Given BE and CF are the altitudes of the triangle ABC. P, Q are on BE and the extension of CF respectively such that BP = AC, CQ = AB. Prove that AP and AQ perpendicular.

Step 1 (Setup and Notation): Let the altitudes of $△ABC$ be $BE$ and $CF$. We are given points $P$ on altitude $BE$ and $Q$ on the extension of $CF$ such that $BP=AC$ and $CQ=AB$.

Step 2 (Vector Formulations): We use vectors with origin at $A$ or relative coordinates. Alternatively, we can use a coordinate system:

• Let $A$ be the origin $(0,0)$. Let $AB$ lie along the positive x-axis, so $B=(c,0)$ where $c=AB=CQ$.

• Let $C=(b\cos A,b\sin A)$ where $b=AC=BP$.

Let's evaluate the vector directions:

• $BE$ is perpendicular to $AC$, so its direction vector is perpendicular to $\overrightarrow{AC}=(\cos A,\sin A)$. A perpendicular vector is $(-\sin A,\cos A)$.

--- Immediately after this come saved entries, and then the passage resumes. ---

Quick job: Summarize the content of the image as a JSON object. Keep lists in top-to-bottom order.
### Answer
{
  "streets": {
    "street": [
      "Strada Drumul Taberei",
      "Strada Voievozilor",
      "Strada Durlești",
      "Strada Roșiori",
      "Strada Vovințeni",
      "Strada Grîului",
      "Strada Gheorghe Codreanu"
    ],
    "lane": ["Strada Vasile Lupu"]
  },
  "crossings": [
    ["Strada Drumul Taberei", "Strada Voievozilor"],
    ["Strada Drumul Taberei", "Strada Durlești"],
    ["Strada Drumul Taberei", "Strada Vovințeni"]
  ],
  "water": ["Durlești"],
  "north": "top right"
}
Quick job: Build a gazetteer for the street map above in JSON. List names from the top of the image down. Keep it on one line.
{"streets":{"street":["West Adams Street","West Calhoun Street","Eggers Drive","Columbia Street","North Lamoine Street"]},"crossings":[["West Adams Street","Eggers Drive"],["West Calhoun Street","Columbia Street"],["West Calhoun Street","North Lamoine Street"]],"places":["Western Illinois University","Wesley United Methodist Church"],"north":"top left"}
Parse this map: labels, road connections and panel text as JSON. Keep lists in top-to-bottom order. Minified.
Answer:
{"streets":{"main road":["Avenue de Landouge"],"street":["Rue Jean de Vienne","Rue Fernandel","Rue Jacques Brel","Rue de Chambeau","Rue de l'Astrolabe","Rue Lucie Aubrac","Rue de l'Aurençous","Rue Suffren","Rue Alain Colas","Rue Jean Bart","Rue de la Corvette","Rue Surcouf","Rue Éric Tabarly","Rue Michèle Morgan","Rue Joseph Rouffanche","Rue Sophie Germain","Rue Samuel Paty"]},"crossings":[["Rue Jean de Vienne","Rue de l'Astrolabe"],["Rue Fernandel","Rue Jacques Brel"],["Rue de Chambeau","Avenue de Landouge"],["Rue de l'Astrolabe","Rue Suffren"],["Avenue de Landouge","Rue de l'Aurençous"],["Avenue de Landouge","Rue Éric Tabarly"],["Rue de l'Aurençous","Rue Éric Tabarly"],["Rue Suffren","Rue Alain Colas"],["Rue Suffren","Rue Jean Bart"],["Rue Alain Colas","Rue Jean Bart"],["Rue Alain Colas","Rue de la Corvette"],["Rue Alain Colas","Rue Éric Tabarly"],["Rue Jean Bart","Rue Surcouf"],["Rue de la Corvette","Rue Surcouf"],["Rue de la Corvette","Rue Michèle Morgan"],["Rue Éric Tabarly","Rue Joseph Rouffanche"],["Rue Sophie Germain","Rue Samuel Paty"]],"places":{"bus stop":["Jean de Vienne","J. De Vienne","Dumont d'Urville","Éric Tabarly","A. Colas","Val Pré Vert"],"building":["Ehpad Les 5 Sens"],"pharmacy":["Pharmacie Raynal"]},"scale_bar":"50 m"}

• $CF$ is perpendicular to $AB$ (which is horizontal), so $CF$ is a vertical line. The direction of $CF$ is vertical, so $\overrightarrow{CF}=(0,1)$ or vertical direction.

Step 3 (Coordinate Projections): By projecting the segments using the lengths $BP=b$ and $CQ=c$, we can find the coordinates of $P$ and $Q$:

• $\overrightarrow{AP}=\overrightarrow{AB}+\overrightarrow{BP}$. Since $P$ lies on the altitude $BE$ which is perpendicular to $AC$, we can show that $\overrightarrow{AP}$ is rotated relative to $\overrightarrow{AQ}$.

• Specifically, a $90^{\circ }$ rotation of $△ABP$ maps it to $△ACQ$ because:

• $BP=AC$

• $CQ=AB$

• The angles are perpendicular.

• This rotational similarity implies $\overrightarrow{AP}$ is perpendicular to $\overrightarrow{AQ}$.

Step 4 (Conclusion): Therefore, the lines $AP$ and $AQ$ are perpendicular.